II°) Par deux lettres, enregistrées les 10 décembre 2018 et 4 février 2019, la société anonyme (SA) GENFIT demande à la Cour d'inviter le ministre de l'action et des comptes publics (DGFiP - Direction spécialisée de contrôle fiscal Nord) à exécuter le jugement du 5 avril 2018 du Tribunal administratif de Montreuil et à procéder au remboursement, dans les meilleurs délais, des cotisations supplémentaires d'impôt sur les sociétés correspondant aux réintégrations, dans les bases de calcul du crédit d'impôt pour les dépenses de recherche des années 2010 à 2012, décidées par le tribunal.
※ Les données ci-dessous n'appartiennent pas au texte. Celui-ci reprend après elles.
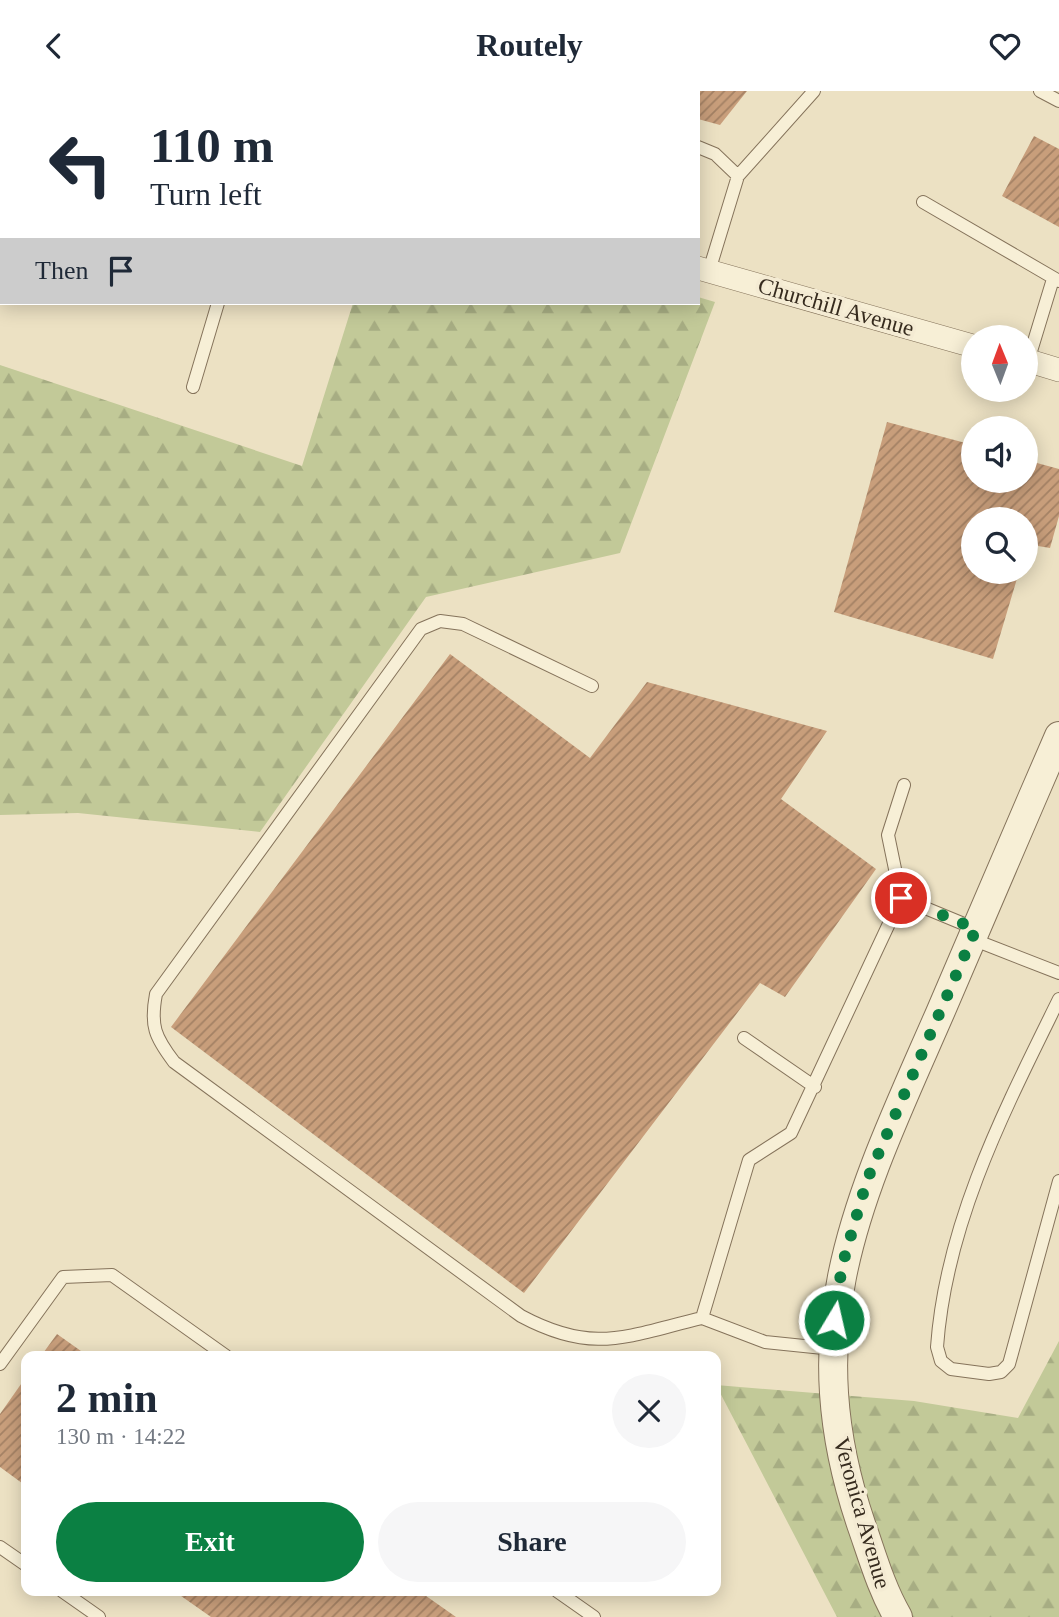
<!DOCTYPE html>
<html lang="en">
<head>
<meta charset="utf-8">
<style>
  :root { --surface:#fff; --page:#f6f6f7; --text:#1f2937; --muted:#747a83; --accent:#0b8043 }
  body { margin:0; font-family:"Times New Roman",serif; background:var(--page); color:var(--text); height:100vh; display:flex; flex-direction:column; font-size:26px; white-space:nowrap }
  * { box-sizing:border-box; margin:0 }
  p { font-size:23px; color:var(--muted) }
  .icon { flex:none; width:38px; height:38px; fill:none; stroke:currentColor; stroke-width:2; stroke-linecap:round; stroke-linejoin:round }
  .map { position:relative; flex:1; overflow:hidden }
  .sheet { position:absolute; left:21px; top:1260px; width:700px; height:245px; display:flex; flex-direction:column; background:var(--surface); border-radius:14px; box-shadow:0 4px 18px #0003 }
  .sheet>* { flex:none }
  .banner { position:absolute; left:0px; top:0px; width:700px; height:214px; box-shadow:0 4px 18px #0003; background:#fff; color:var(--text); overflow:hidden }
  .needle { width:46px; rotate:359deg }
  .tools { position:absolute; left:961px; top:234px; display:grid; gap:14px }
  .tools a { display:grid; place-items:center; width:77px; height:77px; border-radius:50%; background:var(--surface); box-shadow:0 4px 18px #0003; font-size:35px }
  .pin { position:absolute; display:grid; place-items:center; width:60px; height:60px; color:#fff; margin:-30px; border:4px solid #fff; border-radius:50%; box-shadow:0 2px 7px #0007 }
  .me { position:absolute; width:77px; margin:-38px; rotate:9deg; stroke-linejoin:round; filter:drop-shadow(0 0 5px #0008) }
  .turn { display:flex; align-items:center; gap:24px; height:147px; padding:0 35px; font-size:32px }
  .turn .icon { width:91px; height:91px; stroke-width:2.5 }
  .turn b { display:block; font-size:49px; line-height:60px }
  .then { display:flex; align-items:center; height:66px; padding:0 35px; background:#0003; gap:14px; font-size:26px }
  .round { display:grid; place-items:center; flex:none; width:74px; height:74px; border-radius:37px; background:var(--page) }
  .headline { display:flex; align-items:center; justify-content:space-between; height:119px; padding:0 35px }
  h1 { font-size:42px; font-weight:600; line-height:52px }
  .cta { display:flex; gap:14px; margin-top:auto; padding:14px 35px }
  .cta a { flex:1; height:80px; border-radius:42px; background:var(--accent); color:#fff; font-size:28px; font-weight:600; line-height:80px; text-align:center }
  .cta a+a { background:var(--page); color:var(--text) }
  header { display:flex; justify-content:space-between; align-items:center; height:91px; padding:0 35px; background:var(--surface); font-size:32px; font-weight:600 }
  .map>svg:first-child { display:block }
  .forest { fill:url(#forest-firs) }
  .building { fill:url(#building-hatch) }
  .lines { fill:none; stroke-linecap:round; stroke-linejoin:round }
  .service-casing { stroke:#85735b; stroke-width:14 }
  .minor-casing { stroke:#85735b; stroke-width:24 }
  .tertiary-casing { stroke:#85735b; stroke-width:30 }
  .service { stroke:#f7efd6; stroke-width:12 }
  .minor { stroke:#f7efd6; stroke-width:23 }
  .tertiary { stroke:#f7efd6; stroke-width:28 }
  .route { stroke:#0b8043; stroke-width:12; stroke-dasharray:0 21.6 }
  .labels { text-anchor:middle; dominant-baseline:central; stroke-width:7; stroke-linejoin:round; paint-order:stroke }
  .street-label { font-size:23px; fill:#362b1e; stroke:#f4ebd3 }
</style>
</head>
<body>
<header><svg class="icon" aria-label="back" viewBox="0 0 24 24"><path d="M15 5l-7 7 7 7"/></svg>Routely<svg class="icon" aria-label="heart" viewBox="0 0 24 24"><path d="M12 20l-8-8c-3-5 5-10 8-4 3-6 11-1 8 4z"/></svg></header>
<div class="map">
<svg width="1059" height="1526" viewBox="0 0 1059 1526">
  <defs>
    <pattern id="forest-firs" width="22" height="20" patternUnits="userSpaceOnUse" patternTransform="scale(1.75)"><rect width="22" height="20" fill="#c2c998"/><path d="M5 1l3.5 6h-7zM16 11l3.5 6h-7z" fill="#a7ad83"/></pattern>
    <pattern id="building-hatch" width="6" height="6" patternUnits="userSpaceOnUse" patternTransform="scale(1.75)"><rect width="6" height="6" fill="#c89e7b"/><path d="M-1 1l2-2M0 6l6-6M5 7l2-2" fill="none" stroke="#a38164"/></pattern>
  </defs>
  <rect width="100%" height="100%" fill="#ece1c3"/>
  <path class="forest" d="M698,206L715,211L620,462L426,506L260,741L78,722L0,724V274L302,375L353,212H698Z
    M1059,1250V1526H837L716,1294L914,1310L1018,1327Z"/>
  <path class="building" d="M698,0H747L720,34L698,28Z
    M1034,45L1059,58V136L1002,105Z
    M887,331L973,354V390H1026V369L1059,378V425L1050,457L1026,453V429H973V481H1019L993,568L834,521Z
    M450,563L590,667L647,591L827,640L781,708L876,778L785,906L760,892L524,1202L171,936Z
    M57,1243L88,1265H41Z
    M26,1286V1395L0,1376V1323Z
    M174,1500H419L456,1526H211Z"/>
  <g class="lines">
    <defs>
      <path id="service" d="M523,0L529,2
        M1040,0L1059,10
        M225,2L226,0
        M468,2L470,0
        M698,56L715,63L738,85L709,180
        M738,85L814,0
        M923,111L1059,190
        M0,118L2,119
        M1028,270L1053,188
        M193,296L218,212
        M592,595L463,533L440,530L421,538L156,903C150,935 155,946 174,971L521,1225C594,1264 626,1245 702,1227
        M901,807L976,838
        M972,848L1059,882
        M1059,908C1005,1018 946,1131 937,1256L941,1270L951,1278L989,1283L1001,1281L1009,1273L1059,1090
        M744,947L815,996
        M833,1258L765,1251L702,1227L749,1069L791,1042L901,807L888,744L904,694
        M0,1273L63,1186L112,1184L226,1265
        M0,1456L26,1474
        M62,1500L99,1526
        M557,1500L594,1526"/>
      <path id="minor" d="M70,0L77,2
        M698,177L973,255
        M1026,269L1059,279"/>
      <path id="tertiary" d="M898,1526C881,1497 872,1464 861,1433C793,1232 861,1103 940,922C980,829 1019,737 1059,645"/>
    </defs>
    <use href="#service" class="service-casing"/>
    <use href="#minor" class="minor-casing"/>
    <use href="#tertiary" class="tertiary-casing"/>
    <use href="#service" class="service"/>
    <use href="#minor" class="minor"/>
    <use href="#tertiary" class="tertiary"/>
  </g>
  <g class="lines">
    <path class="route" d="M834,1229L842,1175L867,1089L976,838L901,807"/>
  </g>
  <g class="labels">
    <g class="street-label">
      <text transform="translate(836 216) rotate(16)">Churchill Avenue</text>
      <text transform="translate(862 1422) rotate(74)">Veronica Avenue</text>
    </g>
  </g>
</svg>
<div class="tools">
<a><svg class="needle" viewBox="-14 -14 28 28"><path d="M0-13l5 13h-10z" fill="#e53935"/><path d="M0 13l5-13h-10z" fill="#747a83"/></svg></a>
<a><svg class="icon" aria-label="sound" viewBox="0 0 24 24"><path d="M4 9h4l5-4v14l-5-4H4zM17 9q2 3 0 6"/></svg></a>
<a><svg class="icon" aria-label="search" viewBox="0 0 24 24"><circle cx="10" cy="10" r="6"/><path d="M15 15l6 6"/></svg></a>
</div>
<div class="pin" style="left:901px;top:807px;background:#d93025"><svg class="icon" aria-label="arrive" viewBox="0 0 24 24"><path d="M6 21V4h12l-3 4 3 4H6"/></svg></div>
<svg class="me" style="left:834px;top:1229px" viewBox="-20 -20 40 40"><circle r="17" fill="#0b8043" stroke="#fff" stroke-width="3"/><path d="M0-11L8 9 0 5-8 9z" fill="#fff"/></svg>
<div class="banner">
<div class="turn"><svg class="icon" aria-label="left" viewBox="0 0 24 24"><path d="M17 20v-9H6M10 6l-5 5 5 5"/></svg><div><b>110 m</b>Turn left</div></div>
<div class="then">Then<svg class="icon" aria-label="arrive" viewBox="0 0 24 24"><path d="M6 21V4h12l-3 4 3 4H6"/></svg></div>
</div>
<section class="sheet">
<div class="headline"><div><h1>2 min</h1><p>130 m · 14:22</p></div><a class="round"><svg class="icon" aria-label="close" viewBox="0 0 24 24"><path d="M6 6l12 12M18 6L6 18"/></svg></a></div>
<div class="cta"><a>Exit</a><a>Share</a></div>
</section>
</div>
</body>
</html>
Par une lettre, enregistrée le 18 décembre 2018, le ministre de l'action et des comptes publics a informé la Cour que, les premiers juges n'ayant prononcé aucune décharge d'imposition mais seulement corrigé les bases de calcul des crédits d'impôt pour les dépenses de recherche de la société, aucun dégrèvement n'a été prononcé en exécution des articles 1er, 2 et 3 du jugement et, qu'en ce qui concerne l'article 4, il a été procédé aux diligences nécessaires en vue du paiement des frais irrépétibles.
Par une ordonnance du 4 février 2019, le Président de la Cour administrative d'appel de Versailles a décidé l'ouverture d'une procédure juridictionnelle en vue d'assurer l'exécution du jugement.
Par trois mémoires, enregistrés les 4 et 21 mars, et 9 avril 2019, sous le n° 19VE00407, la société GENFIT, représentée par Me Montredon, avocat, demande à la Cour de mettre en demeure le ministre de l'action et des comptes publics (DGFiP - Direction spécialisée de contrôle fiscal Nord) de procéder, à hauteur de 2 256 892 euros, au remboursement des cotisations supplémentaires d'impôt sur les sociétés auxquelles elle a été assujettie au titre des années 2010, 2011 et 2012, correspondant aux sommes admises dans la base de calcul du crédit d'impôt pour les dépenses de recherche par le Tribunal administratif de Montreuil.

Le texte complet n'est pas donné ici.